La réponse que le ministre de l’intérieur a adressée au CGLPL, en date du 16 septembre 2021, semble conforter ce constat. Le ministre se borne en effet pour l’essentiel à contester la réalité du constat dressé par CGLPL, dont il affirme qu’il repose sur un nombre insuffisant de visites de contrôle, trop faible pour être représentatif et à rappeler les mesures qui auraient d’ores et déjà été prises pour améliorer la situation. M. le député ne peut se satisfaire de cette réponse, qui semble constituer une forme de déni, alors que le CGLPL fait précisément le constat, soigneusement étayé, de l’insuffisance des dispositions prises jusqu’alors.

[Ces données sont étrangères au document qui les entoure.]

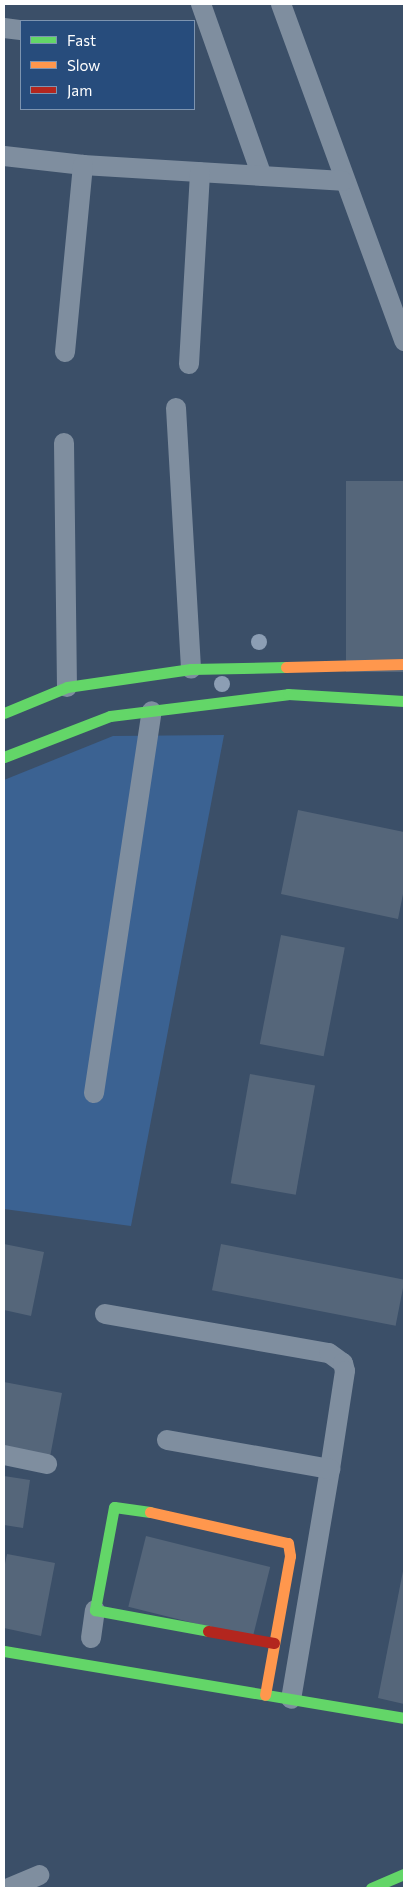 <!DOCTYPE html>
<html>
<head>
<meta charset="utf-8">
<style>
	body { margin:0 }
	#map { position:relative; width:408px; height:1892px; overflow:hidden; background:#3b4f68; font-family:Commissioner,sans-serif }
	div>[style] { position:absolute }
	.green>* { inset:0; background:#3b6292 }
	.building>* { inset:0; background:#55667a; transform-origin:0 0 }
	.street>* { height:20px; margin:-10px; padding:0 10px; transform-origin:10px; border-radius:10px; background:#7f8e9f }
	.fast>* { height:11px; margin:-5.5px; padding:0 5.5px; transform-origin:5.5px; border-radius:5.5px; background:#63d668 }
	.slow>* { height:11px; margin:-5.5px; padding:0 5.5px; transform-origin:5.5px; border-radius:5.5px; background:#ff974d }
	.jam>* { height:11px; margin:-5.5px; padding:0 5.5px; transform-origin:5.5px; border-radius:5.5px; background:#b3261e }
	.trees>* { width:16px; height:16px; margin:-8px; border-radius:50%; background:#8c9eb4 }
	span { translate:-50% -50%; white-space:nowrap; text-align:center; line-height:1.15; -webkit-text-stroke:5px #274c7c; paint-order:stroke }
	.frame { position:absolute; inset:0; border:5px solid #fff; pointer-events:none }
	.legend { position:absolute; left:20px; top:20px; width:175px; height:90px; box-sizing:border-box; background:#274c7c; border:1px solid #7d94b0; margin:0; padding:6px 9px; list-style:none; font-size:15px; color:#fff }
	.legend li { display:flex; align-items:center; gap:10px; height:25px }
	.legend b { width:25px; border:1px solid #7d94b0 }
</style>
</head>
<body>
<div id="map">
	<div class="green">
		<i style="clip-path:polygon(224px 735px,131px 1226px,4px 1209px,4px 780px,113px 736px)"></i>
	</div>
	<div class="building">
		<i style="left:404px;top:481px;width:191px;height:58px;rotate:90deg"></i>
		<i style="clip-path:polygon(298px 810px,404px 832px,404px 889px,398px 919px,281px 894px)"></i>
		<i style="left:281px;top:935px;width:65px;height:111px;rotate:11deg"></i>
		<i style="left:250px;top:1074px;width:66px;height:111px;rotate:10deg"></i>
		<i style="clip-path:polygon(4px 1244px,44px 1252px,31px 1316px,4px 1310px)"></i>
		<i style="left:221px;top:1244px;width:187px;height:47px;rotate:11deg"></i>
		<i style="clip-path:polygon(4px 1382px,62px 1393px,50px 1457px,4px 1448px)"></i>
		<i style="clip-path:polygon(4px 1476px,30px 1480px,23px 1528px,4px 1525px)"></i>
		<i style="left:146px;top:1536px;width:128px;height:73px;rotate:14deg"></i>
		<i style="clip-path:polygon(7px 1554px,55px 1563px,41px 1636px,4px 1628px,4px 1569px)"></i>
		<i style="clip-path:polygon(403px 1571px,404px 1571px,404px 1704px,378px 1698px)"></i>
	</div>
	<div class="street">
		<i style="left:201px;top:4px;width:182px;rotate:70.5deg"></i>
		<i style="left:281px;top:4px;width:359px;rotate:69.9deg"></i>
		<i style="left:4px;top:28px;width:17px;rotate:7deg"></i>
		<i style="left:4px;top:156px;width:80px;rotate:6.5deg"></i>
		<i style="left:83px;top:165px;width:260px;rotate:3.5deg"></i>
		<i style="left:65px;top:352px;width:188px;rotate:-84.5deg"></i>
		<i style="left:189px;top:364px;width:192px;rotate:-86.7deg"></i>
		<i style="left:176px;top:408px;width:261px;rotate:86.7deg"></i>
		<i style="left:64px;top:443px;width:244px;rotate:89.3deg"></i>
		<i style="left:94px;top:1093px;width:386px;rotate:-81.4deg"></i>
		<i style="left:105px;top:1314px;width:227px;rotate:9.9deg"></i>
		<i style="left:329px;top:1353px;width:17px;rotate:36deg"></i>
		<i style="left:343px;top:1363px;width:8px;rotate:76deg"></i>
		<i style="left:345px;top:1371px;width:99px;rotate:98.7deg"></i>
		<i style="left:330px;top:1469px;width:233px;rotate:99.6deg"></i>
		<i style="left:167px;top:1440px;width:166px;rotate:10.1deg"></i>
		<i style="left:4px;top:1455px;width:44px;rotate:11.8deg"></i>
		<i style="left:91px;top:1638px;width:28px;rotate:-82deg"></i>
		<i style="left:9px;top:1888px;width:33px;rotate:-23deg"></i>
	</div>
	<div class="fast">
		<i style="left:4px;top:713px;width:68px;rotate:-22.4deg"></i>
		<i style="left:67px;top:687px;width:125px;rotate:-8.3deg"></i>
		<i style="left:191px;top:669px;width:95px;rotate:-1.2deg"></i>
		<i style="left:4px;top:757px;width:114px;rotate:-21.1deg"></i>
		<i style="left:110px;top:716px;width:179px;rotate:-7deg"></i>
		<i style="left:288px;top:694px;width:116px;rotate:3.5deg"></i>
		<i style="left:150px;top:1512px;width:36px;rotate:-172deg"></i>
		<i style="left:114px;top:1507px;width:105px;rotate:100.5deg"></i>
		<i style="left:95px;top:1610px;width:115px;rotate:10.5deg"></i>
		<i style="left:4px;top:1651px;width:406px;rotate:9.5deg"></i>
		<i style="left:371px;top:1888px;width:36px;rotate:-23deg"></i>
	</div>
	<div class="slow">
		<i style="left:286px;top:667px;width:118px;rotate:-1.5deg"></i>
		<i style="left:150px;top:1512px;width:141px;rotate:12.7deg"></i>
		<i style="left:288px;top:1543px;width:13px;rotate:81deg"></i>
		<i style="left:290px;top:1556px;width:141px;rotate:100.2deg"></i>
	</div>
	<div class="jam">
		<i style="left:208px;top:1631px;width:67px;rotate:10.3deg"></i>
	</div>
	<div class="trees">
		<i style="left:259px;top:642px"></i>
		<i style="left:222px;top:684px"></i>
	</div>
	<div class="frame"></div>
	<ul class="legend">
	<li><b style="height:6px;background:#63d668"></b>Fast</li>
	<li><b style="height:6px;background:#ff974d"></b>Slow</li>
	<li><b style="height:6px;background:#b3261e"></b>Jam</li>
	</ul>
</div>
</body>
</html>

C’est pourquoi M. le député souhaite rappeler à M. le ministre que la situation matérielle des locaux et les conditions de garde à vue au sein de la police nationale doivent représenter une préoccupation importante du ministère de l’intérieur. Il s’agit tout autant d’assurer le respect de l’obligation légale et éthique de bien traiter les personnes gardées à vue que de garantir de bonnes conditions de travail pour les femmes et les hommes de la police nationale qui évoluent quotidiennement dans ces locaux. M. le député souhaite donc apprendre de M. le ministre quelles mesures concrètes il compte prendre dans ce sens. Puisque M. le ministre conteste le constat établi par le CGLPL qu’il juge insuffisamment étayé, M. le député souhaite savoir si et quand il compte organiser un grand audit national des locaux de la police nationale et en particulier des lieux de garde à vue. Puisque M. le ministre conteste le constat établi par le CGLPL qu’il juge insuffisamment étayé, M. le député souhaite avoir connaissance des éléments à la connaissance du ministre qui justifient de cette contestation. Il souhaite enfin connaître la position précise de M. le ministre relativement aux six « recommandations » principales formulées par le CGLPL dans son rapport et les mesures exactes qu’il compte prendre pour en tenir compte. Plus généralement, il souhaite savoir quelles dispositions supplémentaires M. le ministre envisage de prendre pour garantir des conditions de garde à vue et des conditions de travail et d’accueil décentes dans l’ensemble des locaux de la police nationale, tant à court terme (conditions d’hygiène, dotation en matériel sanitaire, contrôles annuels réalisés par le procureur) qu’à moyen et long terme (rénovation des locaux et questions immobilières).